Dr.Dima Damen is a Reader (Associate Professor) in Computer Vision at the University of Bristol, United Kingdom. Received her PhD from the University of Leeds, UK (2009). Dima is currently an EPSRC Fellow (2020-2025), focusing on her research interests in the automatic understanding of object interactions, actions and activities using static and wearable visual (and depth) sensors. Dima is a program chair for ICCV 2021 in Montreal, associate editor of IJCV (2020-), IEEE TPAMI (2019-) and Pattern Recognition (2017-). She was selected as a Nokia Research collaborator in 2016, and as an Outstanding Reviewer in CVPR2020, ICCV17, CVPR13 and CVPR12. She currently supervises 5 PhD students, and 4 postdoctoral researchers.

Title: Human-Centric Object Interactions - A Fine-Grained Perspective from Egocentric Videos

Keynote Slides: The download link is [keynote-slides]

Abstract: This talk aims to argue for a fine(r)-grained perspective onto human-object interactions, from video sequences, captured in an egocentric perspective (i.e. first-person footage). Using multi-modal footage (appearance, motion, audio, language), I will present approaches for determining skill or expertise from video sequences [CVPR 2019], assessing action ‘completion’ – i.e. when an interaction is attempted but not completed [BMVC 2018], dual-domain and dual-time learning [CVPR 2020, CVPR 2019, ICCVW 2019] as well as multi-modal fusion using vision, audio and language [CVPR 2020, ICCV 2019, BMVC 2019]. All project details at: Link. I will also introduce EPIC-KITCHENS-100, the largest egocentric dataset in people’s homes. The dataset now includes 20M frames of 90K action segments and 100 hours of recording fully annotated, based on unique annotations from the participants narrating their own videos, thus reflecting true intention.


Prof. Cees Snoek is a full professor in computer science at the University of Amsterdam, where he heads the Video & Image Sense lab.
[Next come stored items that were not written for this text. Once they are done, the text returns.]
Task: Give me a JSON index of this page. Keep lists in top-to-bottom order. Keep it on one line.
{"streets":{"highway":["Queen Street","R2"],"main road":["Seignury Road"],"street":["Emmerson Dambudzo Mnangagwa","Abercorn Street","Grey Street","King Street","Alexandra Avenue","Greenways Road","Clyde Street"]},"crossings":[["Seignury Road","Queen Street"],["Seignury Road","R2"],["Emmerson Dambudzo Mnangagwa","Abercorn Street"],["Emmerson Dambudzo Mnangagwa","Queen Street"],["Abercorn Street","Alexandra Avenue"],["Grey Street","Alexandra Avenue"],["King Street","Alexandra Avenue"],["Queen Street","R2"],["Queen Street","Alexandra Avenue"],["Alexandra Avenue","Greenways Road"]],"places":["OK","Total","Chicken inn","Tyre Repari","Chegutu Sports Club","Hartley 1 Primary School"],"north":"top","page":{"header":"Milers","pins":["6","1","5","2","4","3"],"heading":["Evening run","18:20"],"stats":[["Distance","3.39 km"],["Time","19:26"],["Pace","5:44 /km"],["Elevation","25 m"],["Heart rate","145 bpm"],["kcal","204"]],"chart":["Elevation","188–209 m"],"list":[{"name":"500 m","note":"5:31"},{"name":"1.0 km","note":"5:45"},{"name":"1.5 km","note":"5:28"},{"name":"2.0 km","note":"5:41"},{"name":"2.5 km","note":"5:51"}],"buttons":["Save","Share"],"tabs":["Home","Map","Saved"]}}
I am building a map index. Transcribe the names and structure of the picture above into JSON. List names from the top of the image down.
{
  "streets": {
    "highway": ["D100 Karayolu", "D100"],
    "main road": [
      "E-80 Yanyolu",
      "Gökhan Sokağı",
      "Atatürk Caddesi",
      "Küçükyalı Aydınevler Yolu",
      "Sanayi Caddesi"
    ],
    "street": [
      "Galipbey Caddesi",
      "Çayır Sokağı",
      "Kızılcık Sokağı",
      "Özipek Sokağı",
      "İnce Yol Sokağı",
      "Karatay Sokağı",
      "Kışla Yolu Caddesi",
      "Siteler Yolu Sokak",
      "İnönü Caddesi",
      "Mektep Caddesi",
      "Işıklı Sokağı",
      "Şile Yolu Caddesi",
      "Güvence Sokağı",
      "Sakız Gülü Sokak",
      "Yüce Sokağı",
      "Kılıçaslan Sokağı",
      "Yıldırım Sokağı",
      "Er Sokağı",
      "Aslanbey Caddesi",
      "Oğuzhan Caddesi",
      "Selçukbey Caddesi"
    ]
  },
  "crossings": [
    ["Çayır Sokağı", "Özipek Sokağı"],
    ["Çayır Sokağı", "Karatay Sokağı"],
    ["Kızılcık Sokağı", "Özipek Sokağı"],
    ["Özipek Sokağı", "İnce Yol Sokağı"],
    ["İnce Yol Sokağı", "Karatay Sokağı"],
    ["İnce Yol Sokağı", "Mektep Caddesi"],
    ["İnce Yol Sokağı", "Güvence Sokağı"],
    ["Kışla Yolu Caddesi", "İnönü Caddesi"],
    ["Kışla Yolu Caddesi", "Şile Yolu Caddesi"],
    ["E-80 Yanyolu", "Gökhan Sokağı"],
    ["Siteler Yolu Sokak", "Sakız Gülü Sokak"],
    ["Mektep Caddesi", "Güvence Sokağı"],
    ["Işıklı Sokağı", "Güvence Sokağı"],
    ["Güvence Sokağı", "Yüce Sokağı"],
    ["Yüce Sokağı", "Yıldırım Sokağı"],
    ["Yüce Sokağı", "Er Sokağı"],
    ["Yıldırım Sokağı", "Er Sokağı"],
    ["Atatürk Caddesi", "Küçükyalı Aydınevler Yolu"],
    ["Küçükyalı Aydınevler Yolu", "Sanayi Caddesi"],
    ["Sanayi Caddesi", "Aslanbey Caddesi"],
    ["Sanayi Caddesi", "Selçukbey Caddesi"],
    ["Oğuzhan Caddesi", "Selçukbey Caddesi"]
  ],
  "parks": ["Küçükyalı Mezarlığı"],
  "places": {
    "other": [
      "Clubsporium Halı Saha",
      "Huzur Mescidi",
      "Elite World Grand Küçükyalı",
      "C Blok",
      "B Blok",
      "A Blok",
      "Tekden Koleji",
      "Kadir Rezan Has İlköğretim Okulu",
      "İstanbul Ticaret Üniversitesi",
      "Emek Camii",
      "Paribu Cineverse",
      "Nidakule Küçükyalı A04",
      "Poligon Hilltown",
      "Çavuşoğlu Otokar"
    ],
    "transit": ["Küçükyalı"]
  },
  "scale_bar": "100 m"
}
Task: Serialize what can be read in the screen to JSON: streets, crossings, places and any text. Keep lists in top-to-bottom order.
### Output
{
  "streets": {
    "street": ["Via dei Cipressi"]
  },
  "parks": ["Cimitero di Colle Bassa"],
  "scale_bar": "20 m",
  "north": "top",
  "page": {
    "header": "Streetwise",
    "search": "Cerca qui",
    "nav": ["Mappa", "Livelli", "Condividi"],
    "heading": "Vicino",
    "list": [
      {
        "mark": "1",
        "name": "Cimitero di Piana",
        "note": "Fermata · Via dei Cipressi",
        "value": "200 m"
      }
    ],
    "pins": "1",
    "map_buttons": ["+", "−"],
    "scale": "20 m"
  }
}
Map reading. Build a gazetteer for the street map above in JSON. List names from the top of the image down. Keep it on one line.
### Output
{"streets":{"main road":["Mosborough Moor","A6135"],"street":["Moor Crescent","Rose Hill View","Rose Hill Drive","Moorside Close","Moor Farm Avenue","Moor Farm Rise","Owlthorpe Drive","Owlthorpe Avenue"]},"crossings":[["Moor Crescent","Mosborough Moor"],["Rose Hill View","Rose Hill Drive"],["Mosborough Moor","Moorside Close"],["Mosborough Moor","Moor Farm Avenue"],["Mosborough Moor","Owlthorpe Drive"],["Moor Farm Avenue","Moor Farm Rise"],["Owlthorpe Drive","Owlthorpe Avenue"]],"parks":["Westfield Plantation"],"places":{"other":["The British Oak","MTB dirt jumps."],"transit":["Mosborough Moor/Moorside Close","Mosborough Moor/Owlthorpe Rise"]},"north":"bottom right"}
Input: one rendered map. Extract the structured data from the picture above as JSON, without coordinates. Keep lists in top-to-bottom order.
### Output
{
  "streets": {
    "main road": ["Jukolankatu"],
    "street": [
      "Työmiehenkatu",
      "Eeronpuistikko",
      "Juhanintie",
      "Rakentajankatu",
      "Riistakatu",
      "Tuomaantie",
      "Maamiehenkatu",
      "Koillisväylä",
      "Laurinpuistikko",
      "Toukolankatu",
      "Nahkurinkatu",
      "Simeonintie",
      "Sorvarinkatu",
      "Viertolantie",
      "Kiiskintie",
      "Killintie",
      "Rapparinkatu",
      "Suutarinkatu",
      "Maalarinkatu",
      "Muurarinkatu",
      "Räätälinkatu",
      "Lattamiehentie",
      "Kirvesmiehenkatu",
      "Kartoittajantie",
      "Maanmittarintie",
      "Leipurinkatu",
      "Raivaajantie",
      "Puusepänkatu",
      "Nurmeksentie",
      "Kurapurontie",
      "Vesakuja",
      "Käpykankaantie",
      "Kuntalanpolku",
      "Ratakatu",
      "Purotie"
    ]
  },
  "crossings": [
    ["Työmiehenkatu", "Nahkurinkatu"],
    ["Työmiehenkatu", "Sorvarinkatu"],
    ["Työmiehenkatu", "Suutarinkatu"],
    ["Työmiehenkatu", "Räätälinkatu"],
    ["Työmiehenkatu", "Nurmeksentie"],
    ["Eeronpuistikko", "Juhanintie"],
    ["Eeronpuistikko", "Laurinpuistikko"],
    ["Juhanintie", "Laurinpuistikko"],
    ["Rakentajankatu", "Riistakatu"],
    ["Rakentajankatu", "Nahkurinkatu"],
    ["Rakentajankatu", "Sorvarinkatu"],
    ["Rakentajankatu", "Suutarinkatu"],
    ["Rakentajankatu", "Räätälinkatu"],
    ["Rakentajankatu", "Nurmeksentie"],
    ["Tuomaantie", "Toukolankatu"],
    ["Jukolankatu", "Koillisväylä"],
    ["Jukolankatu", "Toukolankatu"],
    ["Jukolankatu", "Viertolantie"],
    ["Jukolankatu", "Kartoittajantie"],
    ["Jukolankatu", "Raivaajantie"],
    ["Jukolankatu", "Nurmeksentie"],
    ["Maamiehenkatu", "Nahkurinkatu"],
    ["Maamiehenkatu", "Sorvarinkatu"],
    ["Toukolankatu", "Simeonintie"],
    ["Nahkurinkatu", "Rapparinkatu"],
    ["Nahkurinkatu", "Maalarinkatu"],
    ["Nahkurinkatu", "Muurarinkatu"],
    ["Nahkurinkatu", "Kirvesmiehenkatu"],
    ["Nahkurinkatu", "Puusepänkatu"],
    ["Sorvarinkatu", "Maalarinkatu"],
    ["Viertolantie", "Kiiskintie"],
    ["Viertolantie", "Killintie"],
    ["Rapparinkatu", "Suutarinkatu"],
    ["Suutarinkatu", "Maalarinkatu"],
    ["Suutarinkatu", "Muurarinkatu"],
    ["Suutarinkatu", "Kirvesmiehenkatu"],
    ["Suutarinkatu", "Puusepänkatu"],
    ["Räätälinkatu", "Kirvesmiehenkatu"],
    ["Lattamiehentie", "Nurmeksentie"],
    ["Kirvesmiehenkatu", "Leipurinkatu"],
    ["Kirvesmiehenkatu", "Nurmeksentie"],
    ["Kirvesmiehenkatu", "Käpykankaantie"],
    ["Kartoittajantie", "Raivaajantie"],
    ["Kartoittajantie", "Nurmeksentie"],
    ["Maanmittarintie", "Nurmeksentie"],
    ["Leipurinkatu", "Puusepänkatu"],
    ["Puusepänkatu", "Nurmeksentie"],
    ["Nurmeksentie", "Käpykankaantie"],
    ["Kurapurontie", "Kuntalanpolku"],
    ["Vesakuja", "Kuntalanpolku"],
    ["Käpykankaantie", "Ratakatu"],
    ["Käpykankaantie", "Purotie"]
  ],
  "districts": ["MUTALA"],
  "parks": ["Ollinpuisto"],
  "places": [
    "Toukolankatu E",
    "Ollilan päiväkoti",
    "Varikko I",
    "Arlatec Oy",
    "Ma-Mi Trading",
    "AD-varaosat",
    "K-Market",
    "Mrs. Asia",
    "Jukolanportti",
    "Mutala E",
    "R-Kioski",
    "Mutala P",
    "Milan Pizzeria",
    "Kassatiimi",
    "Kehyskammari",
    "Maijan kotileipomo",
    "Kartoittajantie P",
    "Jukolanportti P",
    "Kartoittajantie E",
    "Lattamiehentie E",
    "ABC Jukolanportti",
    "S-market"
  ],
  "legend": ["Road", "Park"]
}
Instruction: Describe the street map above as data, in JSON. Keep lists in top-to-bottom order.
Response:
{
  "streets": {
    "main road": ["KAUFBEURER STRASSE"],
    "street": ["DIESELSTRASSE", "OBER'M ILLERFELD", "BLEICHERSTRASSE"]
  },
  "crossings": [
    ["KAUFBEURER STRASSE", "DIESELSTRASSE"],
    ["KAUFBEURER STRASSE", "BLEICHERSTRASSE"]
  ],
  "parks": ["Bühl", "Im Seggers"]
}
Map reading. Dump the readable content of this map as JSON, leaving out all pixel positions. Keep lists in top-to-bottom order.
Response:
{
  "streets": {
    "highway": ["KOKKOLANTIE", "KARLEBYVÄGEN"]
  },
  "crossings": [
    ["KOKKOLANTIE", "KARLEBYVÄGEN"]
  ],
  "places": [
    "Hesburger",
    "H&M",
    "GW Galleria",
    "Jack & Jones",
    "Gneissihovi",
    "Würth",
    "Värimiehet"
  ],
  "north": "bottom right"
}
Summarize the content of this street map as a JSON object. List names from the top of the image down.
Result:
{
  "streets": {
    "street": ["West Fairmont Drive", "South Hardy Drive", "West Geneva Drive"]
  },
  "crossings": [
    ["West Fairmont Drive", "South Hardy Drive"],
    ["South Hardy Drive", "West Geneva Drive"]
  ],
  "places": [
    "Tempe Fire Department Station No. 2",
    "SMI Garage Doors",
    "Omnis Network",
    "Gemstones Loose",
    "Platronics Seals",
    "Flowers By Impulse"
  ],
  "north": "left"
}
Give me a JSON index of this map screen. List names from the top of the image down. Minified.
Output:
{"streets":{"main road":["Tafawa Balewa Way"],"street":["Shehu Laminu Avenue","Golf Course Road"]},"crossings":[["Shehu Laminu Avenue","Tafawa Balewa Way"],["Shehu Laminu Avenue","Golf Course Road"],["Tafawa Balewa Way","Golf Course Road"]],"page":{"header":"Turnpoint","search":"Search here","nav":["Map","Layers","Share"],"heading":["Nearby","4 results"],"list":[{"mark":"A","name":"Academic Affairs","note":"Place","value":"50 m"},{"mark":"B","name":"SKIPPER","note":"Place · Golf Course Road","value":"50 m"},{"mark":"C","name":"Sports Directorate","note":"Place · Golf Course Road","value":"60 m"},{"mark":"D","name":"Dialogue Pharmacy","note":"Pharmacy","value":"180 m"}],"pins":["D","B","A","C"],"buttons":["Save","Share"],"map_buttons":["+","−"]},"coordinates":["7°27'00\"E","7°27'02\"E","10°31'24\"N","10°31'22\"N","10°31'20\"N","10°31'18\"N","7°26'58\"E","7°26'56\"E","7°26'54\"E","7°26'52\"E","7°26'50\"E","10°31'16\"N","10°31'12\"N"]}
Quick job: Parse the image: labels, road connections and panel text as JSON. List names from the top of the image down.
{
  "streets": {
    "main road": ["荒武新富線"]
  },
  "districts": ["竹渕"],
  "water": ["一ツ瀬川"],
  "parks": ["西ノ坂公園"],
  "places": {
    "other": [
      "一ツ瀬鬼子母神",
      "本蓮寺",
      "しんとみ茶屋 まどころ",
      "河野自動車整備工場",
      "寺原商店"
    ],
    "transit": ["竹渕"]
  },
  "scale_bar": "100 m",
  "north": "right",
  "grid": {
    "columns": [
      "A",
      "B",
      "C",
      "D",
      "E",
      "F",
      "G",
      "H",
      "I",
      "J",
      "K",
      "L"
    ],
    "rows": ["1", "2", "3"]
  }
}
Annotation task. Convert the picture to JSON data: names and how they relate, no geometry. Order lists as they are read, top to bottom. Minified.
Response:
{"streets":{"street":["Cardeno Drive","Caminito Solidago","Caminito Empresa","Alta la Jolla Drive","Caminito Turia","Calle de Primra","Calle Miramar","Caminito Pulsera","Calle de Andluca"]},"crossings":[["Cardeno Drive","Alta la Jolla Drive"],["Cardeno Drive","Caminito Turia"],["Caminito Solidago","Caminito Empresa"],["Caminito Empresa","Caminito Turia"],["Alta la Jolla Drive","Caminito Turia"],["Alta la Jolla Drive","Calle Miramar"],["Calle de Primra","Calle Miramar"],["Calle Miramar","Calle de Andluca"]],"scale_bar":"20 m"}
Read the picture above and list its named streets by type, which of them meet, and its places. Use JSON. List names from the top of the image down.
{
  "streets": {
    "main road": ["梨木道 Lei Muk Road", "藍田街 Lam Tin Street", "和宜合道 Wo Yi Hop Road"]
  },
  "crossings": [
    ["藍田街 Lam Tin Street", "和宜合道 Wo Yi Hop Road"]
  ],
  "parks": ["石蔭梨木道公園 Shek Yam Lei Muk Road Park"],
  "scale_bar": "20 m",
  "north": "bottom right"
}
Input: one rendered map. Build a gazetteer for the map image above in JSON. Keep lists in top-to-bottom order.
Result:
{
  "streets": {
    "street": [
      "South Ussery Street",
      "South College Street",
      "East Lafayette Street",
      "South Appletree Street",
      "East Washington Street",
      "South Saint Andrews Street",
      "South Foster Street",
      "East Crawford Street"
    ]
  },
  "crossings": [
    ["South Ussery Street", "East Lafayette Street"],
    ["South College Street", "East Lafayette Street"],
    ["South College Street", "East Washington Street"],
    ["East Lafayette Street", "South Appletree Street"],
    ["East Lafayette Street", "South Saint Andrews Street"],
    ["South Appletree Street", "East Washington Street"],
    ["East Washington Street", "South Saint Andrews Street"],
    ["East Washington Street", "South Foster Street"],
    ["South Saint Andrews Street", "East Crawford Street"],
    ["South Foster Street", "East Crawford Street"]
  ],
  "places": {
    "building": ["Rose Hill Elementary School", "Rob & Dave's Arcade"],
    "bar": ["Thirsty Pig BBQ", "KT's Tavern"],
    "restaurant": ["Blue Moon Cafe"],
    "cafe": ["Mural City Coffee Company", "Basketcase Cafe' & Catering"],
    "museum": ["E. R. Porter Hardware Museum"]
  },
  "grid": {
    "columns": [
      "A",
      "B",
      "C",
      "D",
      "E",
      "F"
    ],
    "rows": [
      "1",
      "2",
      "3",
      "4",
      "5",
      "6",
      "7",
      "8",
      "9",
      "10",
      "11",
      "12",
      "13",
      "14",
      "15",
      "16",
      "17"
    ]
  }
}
He is also a director of three public-private AI-research labs: QUVA lab with Qualcomm, Atlas lab with TomTom and AIM lab with the Inception Institute of Artificial Intelligence. At University spin-off Kepler Vision Technologies he acts as Chief Scientific Officer. He is also the director of the master program in Artificial Intelligence and co-founder of the Netherlands Innovation Center for Artificial Intelligence. He was previously visiting scientist at Carnegie Mellon University and UC Berkeley, head of R&D at University spin-off Euvision Technologies and managing principal engineer at Qualcomm Research Europe. His research interests focus on making sense of video and images. He has published over 200 refereed journal and conference papers, has been on the editorial board of several international journals and frequently serves as an area chair of the major conferences in computer vision and multimedia. Professor Snoek is the lead researcher of the award-winning MediaMill Semantic Video Search Engine, which was the most consistent top performer in the yearly NIST TRECVID evaluations for over a decade. He was general chair of ACM Multimedia 2016 in Amsterdam and initiator of the VideOlympics. Cees is recipient of an NWO Veni career award, a Fulbright Junior Scholarship, an NWO Vidi career award, and the Netherlands Prize for ICT Research. Together with his Ph.D. students and Post-docs he has won several best paper awards.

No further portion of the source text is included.